[Stored data entries]
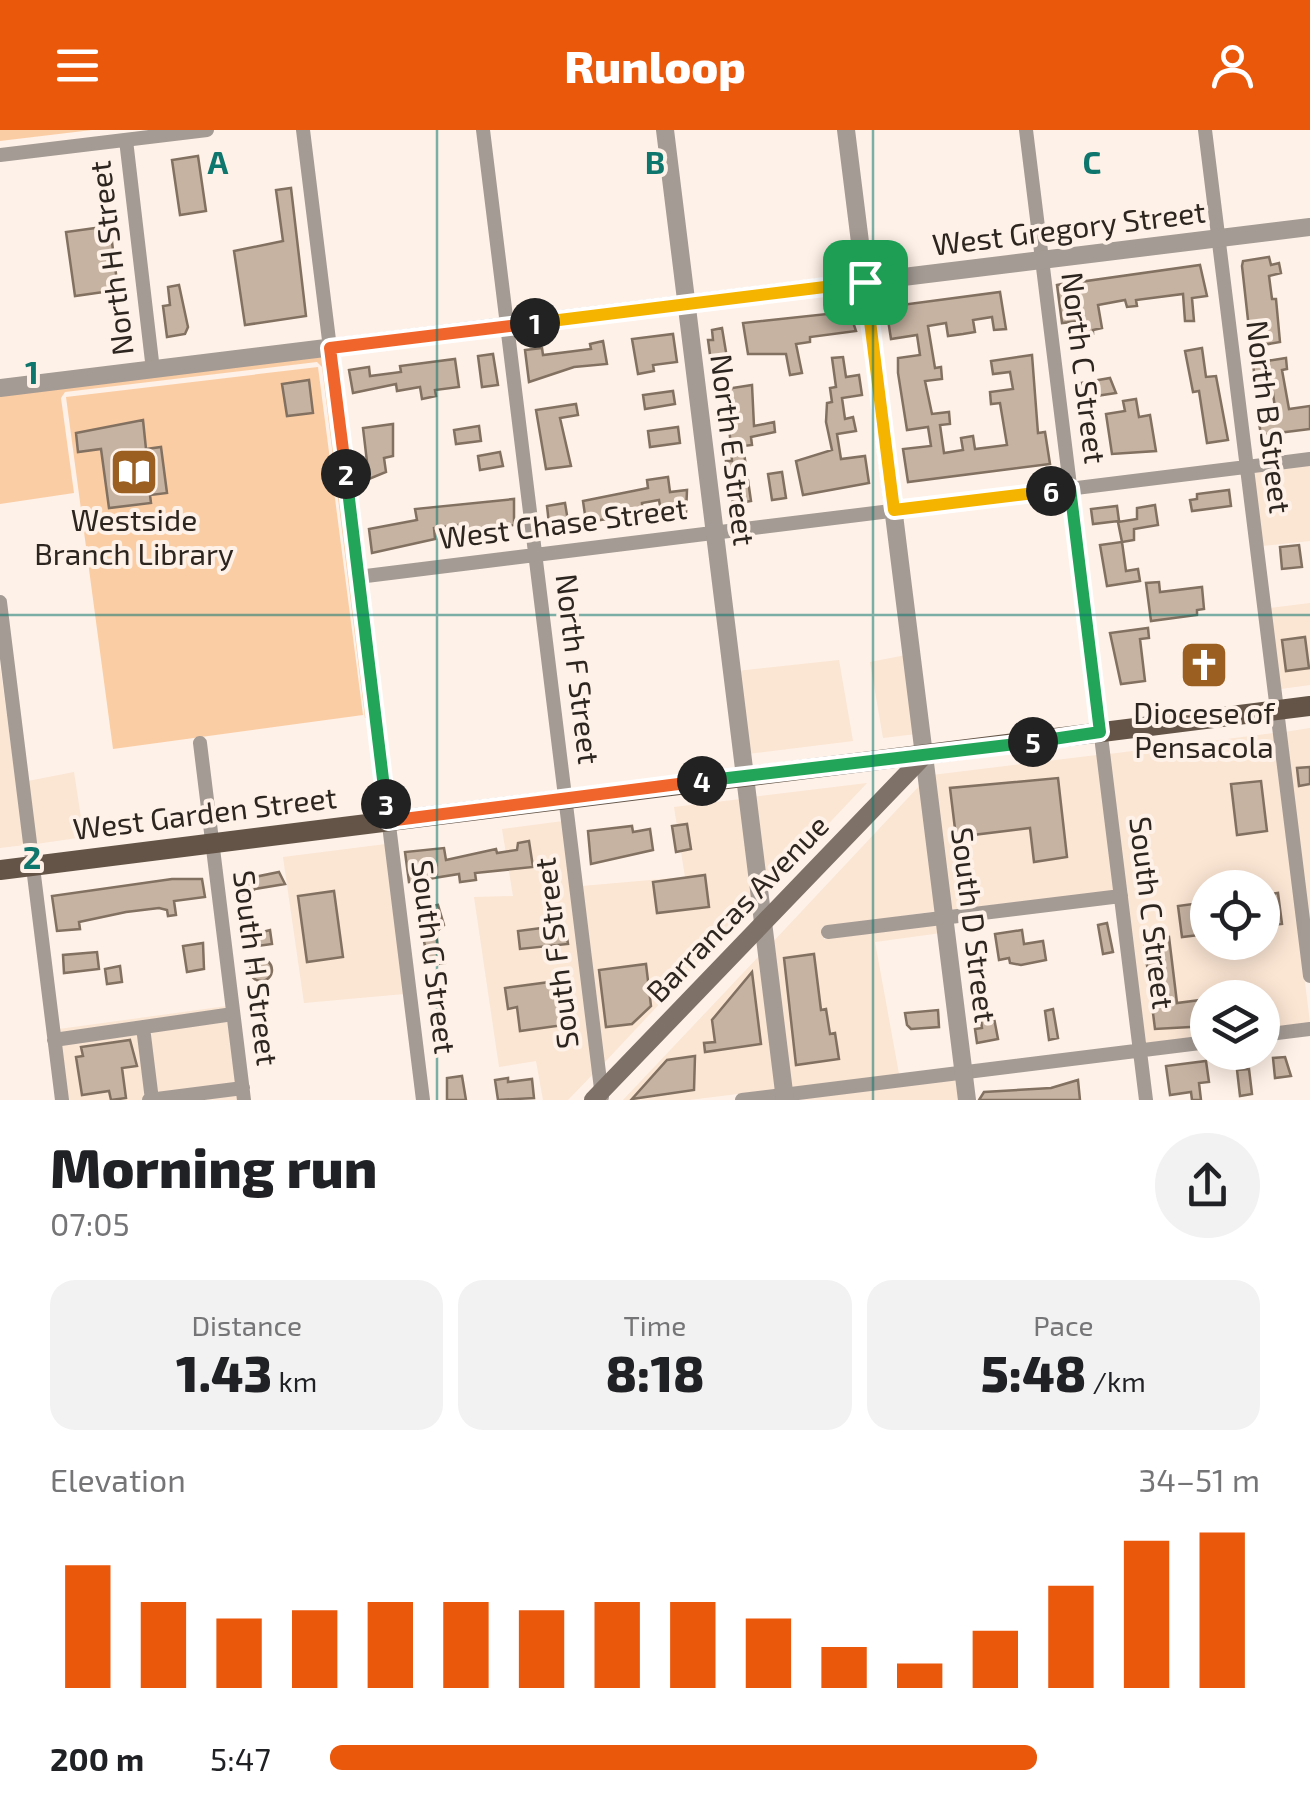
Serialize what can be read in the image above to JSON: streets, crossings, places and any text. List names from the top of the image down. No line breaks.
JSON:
{"streets":{"main road":["West Garden Street","Barrancas Avenue"],"street":["West Gregory Street","North H Street","North C Street","North B Street","North E Street","West Chase Street","North F Street","South C Street","South D Street","South F Street","South G Street","South H Street"]},"crossings":[["West Gregory Street","North H Street"],["West Gregory Street","North C Street"],["West Gregory Street","North B Street"],["West Gregory Street","North E Street"],["West Gregory Street","North F Street"],["West Gregory Street","South D Street"],["West Gregory Street","South G Street"],["North C Street","West Chase Street"],["North C Street","West Garden Street"],["North C Street","South C Street"],["North B Street","West Chase Street"],["North B Street","West Garden Street"],["North E Street","West Chase Street"],["North E Street","West Garden Street"],["North E Street","Barrancas Avenue"],["West Chase Street","North F Street"],["West Chase Street","South D Street"],["West Chase Street","South G Street"],["North F Street","West Garden Street"],["North F Street","South F Street"],["West Garden Street","Barrancas Avenue"],["West Garden Street","South C Street"],["West Garden Street","South D Street"],["West Garden Street","South F Street"],["West Garden Street","South G Street"],["West Garden Street","South H Street"],["Barrancas Avenue","South D Street"],["Barrancas Avenue","South F Street"]],"places":{"library":["Westside Branch Library"],"church":["Diocese of Pensacola"]},"page":{"header":"Runloop","pins":["1","2","6","5","4","3"],"heading":["Morning run","07:05"],"stats":[["Distance","1.43 km"],["Time","8:18"],["Pace","5:48 /km"]],"chart":["Elevation","34–51 m"],"list":[{"name":"200 m","note":"5:47"}]},"grid":{"columns":["A","B","C"],"rows":["1","2"]}}
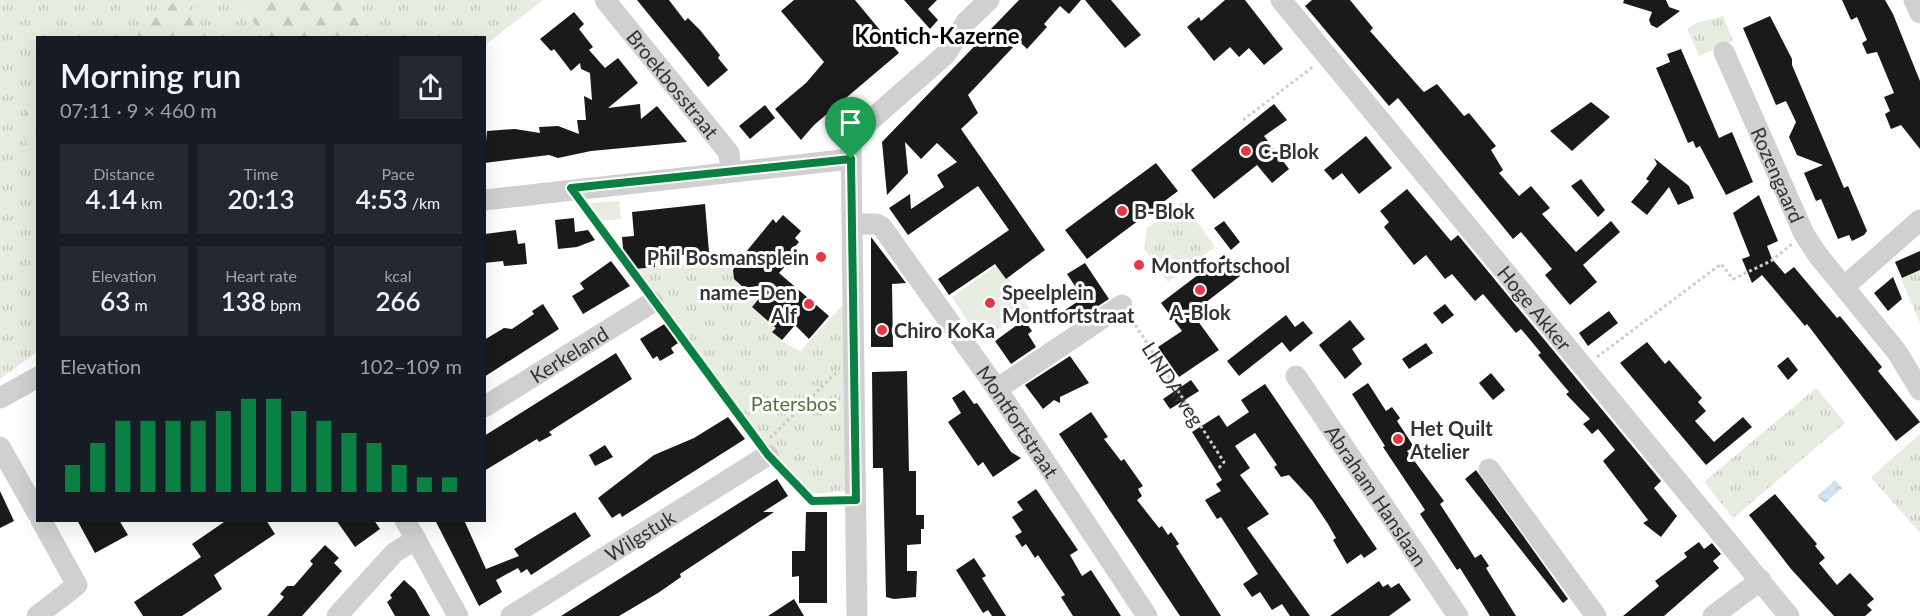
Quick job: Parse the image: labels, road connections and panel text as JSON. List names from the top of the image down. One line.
{"streets":{"street":["Broekbosstraat","Rozengaard","Hoge Akker","Kerkeland","Montfortstraat","Abraham Hanslaan","Wilgstuk"],"path":["LINDAweg"]},"districts":["Kontich-Kazerne"],"parks":["Patersbos"],"places":["C-Blok","B-Blok","Phil Bosmansplein","Montfortschool","A-Blok","Speelplein Montfortstraat","name=Den Alf","Chiro KoKa","Het Quilt Atelier"],"page":{"heading":["Morning run","07:11 · 9 × 460 m"],"stats":[["Distance","4.14 km"],["Time","20:13"],["Pace","4:53 /km"],["Elevation","63 m"],["Heart rate","138 bpm"],["kcal","266"]],"chart":["Elevation","102–109 m"]}}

Prompt:
With the pictures removed, copy the data above word for word.

Output of the exercise:
Serialize what can be read in the image above to JSON: streets, crossings, places and any text. List names from the top of the image down. No line breaks.
JSON:
{"streets":{"main road":["West Garden Street","Barrancas Avenue"],"street":["West Gregory Street","North H Street","North C Street","North B Street","North E Street","West Chase Street","North F Street","South C Street","South D Street","South F Street","South G Street","South H Street"]},"crossings":[["West Gregory Street","North H Street"],["West Gregory Street","North C Street"],["West Gregory Street","North B Street"],["West Gregory Street","North E Street"],["West Gregory Street","North F Street"],["West Gregory Street","South D Street"],["West Gregory Street","South G Street"],["North C Street","West Chase Street"],["North C Street","West Garden Street"],["North C Street","South C Street"],["North B Street","West Chase Street"],["North B Street","West Garden Street"],["North E Street","West Chase Street"],["North E Street","West Garden Street"],["North E Street","Barrancas Avenue"],["West Chase Street","North F Street"],["West Chase Street","South D Street"],["West Chase Street","South G Street"],["North F Street","West Garden Street"],["North F Street","South F Street"],["West Garden Street","Barrancas Avenue"],["West Garden Street","South C Street"],["West Garden Street","South D Street"],["West Garden Street","South F Street"],["West Garden Street","South G Street"],["West Garden Street","South H Street"],["Barrancas Avenue","South D Street"],["Barrancas Avenue","South F Street"]],"places":{"library":["Westside Branch Library"],"church":["Diocese of Pensacola"]},"page":{"header":"Runloop","pins":["1","2","6","5","4","3"],"heading":["Morning run","07:05"],"stats":[["Distance","1.43 km"],["Time","8:18"],["Pace","5:48 /km"]],"chart":["Elevation","34–51 m"],"list":[{"name":"200 m","note":"5:47"}]},"grid":{"columns":["A","B","C"],"rows":["1","2"]}}
Quick job: Parse the image: labels, road connections and panel text as JSON. List names from the top of the image down. One line.
{"streets":{"street":["Broekbosstraat","Rozengaard","Hoge Akker","Kerkeland","Montfortstraat","Abraham Hanslaan","Wilgstuk"],"path":["LINDAweg"]},"districts":["Kontich-Kazerne"],"parks":["Patersbos"],"places":["C-Blok","B-Blok","Phil Bosmansplein","Montfortschool","A-Blok","Speelplein Montfortstraat","name=Den Alf","Chiro KoKa","Het Quilt Atelier"],"page":{"heading":["Morning run","07:11 · 9 × 460 m"],"stats":[["Distance","4.14 km"],["Time","20:13"],["Pace","4:53 /km"],["Elevation","63 m"],["Heart rate","138 bpm"],["kcal","266"]],"chart":["Elevation","102–109 m"]}}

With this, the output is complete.